The authors would like to acknowledge the contribution of the peer referees (Dirk Ubbink, Ruth Foxlee, Fiona Paton, Gill Worthy, John McCall, Daniel Casey, Madhu Periasamy, and Dayanithee Chetty) for their comments on the protocol, Elizabeth Royle, copy editor and Sally Bell-Syer for her assistance in the process of the protocol development.

Appendices

Appendix 1. Glossary

Apheresis is a procedure in which blood is drawn from a donor and separated into its components; some of these components - such as plasma or platelets -  are retained and the remainder are returned by transfusion to the donor.
Biomaterial is a natural or synthetic substance used in medicine and introduced into the body  to support or replace a natural function.
Fibrin is a fibrous non-globular protein involved in the clotting of blood.
Haemostasis is a process that causes bleeding to stop.
Lysate refers to the breaking down of a cell.
Platelet lysate refers to the breaking down of the platelet membrane by physical methods such as freezing or sonication.
Platelet releasate refers to activation of the platelet by chemical methods using  thrombin or calcium to liberate the contents.
Synonyms of autologous platelet-rich plasma (PRP): Autologous platelet gel, autologous plasma-rich growth factors (PRGFs), autologous platelet concentrate.
Surgical wounds are breaks in any body tissue due to an external action by the surgeon.

Contributions of authors

MMZ wrote the first draft of protocol with the support of AMC, SB and JC.
All authors contributed to improve the draft, respond to the peer referee feedback and approved the final version of the protocol.

Contributions of editorial base:

Nicky Cullum: edited the protocol; advised on methodology, interpretation and protocol content.
Kurinchy Gurusamy, Editor: approved the final protocol prior to submission.
Sally Bell-Syer: coordinated the editorial process.
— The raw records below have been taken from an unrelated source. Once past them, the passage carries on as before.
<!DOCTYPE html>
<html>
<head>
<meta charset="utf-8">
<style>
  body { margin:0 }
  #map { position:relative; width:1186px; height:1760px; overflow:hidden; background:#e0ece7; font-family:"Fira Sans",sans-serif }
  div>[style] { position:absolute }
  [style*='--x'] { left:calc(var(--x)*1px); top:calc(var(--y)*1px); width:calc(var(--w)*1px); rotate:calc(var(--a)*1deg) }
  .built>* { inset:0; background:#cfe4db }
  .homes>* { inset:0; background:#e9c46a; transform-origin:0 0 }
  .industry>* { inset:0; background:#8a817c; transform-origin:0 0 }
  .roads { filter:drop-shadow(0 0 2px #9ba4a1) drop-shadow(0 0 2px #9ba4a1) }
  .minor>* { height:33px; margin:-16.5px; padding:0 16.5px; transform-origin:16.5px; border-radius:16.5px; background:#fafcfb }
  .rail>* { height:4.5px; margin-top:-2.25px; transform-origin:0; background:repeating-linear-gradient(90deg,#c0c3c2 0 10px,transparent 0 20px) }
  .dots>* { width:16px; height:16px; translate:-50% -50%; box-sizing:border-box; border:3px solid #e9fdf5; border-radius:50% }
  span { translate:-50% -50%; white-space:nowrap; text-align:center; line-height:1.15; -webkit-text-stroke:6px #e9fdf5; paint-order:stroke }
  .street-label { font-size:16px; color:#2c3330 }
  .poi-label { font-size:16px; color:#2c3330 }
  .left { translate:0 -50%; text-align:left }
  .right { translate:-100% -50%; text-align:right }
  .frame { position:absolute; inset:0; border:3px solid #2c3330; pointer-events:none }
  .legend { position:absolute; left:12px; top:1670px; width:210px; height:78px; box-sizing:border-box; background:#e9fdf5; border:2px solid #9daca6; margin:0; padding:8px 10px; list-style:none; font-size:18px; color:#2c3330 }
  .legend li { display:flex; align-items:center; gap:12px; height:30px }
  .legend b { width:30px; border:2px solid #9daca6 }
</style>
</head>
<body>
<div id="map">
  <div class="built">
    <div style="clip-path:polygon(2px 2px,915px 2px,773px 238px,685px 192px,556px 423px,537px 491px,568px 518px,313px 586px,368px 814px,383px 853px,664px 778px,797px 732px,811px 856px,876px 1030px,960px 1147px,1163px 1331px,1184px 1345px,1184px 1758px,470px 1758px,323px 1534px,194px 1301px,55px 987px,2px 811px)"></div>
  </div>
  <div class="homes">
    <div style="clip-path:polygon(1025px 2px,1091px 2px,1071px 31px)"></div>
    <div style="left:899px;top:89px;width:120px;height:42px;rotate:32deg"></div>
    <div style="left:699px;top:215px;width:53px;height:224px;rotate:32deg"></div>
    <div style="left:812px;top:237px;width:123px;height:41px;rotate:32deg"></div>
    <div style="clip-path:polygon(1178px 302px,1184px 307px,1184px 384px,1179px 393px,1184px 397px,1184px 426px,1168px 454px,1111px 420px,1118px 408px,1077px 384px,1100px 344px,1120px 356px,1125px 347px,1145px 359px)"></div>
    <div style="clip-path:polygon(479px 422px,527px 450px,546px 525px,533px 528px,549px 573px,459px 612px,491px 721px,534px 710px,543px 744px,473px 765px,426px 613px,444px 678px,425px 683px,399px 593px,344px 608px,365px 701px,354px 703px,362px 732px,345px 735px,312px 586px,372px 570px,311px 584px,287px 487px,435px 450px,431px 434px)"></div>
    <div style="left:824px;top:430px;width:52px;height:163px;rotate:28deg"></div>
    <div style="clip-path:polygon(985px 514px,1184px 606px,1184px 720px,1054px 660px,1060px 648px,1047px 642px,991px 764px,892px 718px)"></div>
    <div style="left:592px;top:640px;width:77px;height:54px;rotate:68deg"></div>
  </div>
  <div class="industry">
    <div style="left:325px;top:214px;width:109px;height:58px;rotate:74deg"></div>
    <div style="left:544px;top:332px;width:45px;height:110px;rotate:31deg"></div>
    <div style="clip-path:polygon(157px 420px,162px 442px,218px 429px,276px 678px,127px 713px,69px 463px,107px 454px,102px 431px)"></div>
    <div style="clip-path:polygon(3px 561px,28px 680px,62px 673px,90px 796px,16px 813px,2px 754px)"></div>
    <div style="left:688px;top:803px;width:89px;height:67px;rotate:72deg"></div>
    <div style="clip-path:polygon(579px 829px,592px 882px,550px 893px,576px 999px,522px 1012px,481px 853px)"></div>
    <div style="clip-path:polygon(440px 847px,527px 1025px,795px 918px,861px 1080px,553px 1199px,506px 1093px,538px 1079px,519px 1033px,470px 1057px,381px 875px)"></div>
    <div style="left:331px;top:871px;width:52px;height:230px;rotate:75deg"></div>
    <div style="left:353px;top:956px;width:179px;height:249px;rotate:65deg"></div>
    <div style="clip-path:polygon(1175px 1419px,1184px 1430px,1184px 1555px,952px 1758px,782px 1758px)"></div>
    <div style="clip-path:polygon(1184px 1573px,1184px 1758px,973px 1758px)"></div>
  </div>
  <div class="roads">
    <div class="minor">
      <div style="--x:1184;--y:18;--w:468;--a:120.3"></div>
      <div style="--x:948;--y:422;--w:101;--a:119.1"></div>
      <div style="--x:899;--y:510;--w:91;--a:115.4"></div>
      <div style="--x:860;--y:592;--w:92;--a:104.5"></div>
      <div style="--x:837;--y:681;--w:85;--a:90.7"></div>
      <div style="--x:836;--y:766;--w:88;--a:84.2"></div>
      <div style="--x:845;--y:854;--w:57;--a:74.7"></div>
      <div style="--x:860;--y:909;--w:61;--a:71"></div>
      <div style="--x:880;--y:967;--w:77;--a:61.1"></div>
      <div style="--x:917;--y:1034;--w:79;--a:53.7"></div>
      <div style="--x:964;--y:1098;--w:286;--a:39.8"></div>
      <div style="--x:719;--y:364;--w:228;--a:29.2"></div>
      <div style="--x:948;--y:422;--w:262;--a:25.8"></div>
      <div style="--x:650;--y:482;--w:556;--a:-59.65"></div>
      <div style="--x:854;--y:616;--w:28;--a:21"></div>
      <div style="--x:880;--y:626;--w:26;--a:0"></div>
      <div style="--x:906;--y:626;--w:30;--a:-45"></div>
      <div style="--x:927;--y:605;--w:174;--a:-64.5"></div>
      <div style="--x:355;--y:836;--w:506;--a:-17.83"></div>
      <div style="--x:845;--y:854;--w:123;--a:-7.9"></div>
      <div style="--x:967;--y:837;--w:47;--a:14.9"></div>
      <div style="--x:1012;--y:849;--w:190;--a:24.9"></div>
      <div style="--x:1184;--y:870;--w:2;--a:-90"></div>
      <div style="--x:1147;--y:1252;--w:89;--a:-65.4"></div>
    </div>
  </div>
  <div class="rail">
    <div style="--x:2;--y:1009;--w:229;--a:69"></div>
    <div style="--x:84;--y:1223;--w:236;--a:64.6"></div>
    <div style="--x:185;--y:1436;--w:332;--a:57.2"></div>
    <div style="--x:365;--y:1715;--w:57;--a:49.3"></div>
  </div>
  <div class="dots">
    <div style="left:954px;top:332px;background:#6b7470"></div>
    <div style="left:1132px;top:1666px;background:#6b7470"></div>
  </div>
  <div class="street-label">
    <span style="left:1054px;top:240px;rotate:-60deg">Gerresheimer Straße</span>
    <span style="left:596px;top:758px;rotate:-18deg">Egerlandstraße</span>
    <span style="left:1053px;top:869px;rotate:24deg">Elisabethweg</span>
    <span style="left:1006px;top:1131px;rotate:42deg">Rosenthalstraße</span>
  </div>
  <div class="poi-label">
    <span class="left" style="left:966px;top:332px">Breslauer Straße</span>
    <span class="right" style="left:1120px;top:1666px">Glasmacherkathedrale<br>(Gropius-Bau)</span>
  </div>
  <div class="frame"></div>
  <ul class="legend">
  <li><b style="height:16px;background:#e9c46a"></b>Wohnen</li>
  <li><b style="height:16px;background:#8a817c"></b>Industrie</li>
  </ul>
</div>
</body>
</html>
Advised on methodology, interpretation and content. Edited the protocol.
Ruth Foxlee: designed the search strategy and edited the search methods section.

Declarations of interest

In 2004, Arturo Martí-Carvajal was employed by Eli Lilly to run a four-hour workshop on 'How to critically appraise clinical trials on osteoporosis and how to teach this'. This activity was not related to his work with The Cochrane Collaboration or any Cochrane review.
In 2007, Arturo Martí-Carvajal was employed by Merck to run a four-hour workshop on 'How to critically appraise clinical trials and how to teach this'. This activity was not related to his work with The Cochrane Collaboration or any Cochrane review.
Gerard Urrutia has received honoraria for educational activites (workshops) from several laboratories.

The other authors have no conflicts of interest.

Sources of support

Internal sources

  • Iberoamerican Cochrane Center (Barcelona). CIBER de Epidemiología y Salud Pública (CIBERESP), Spain.

External sources

  • NIHR/Department of Health (England), (Cochrane Wounds Group), UK.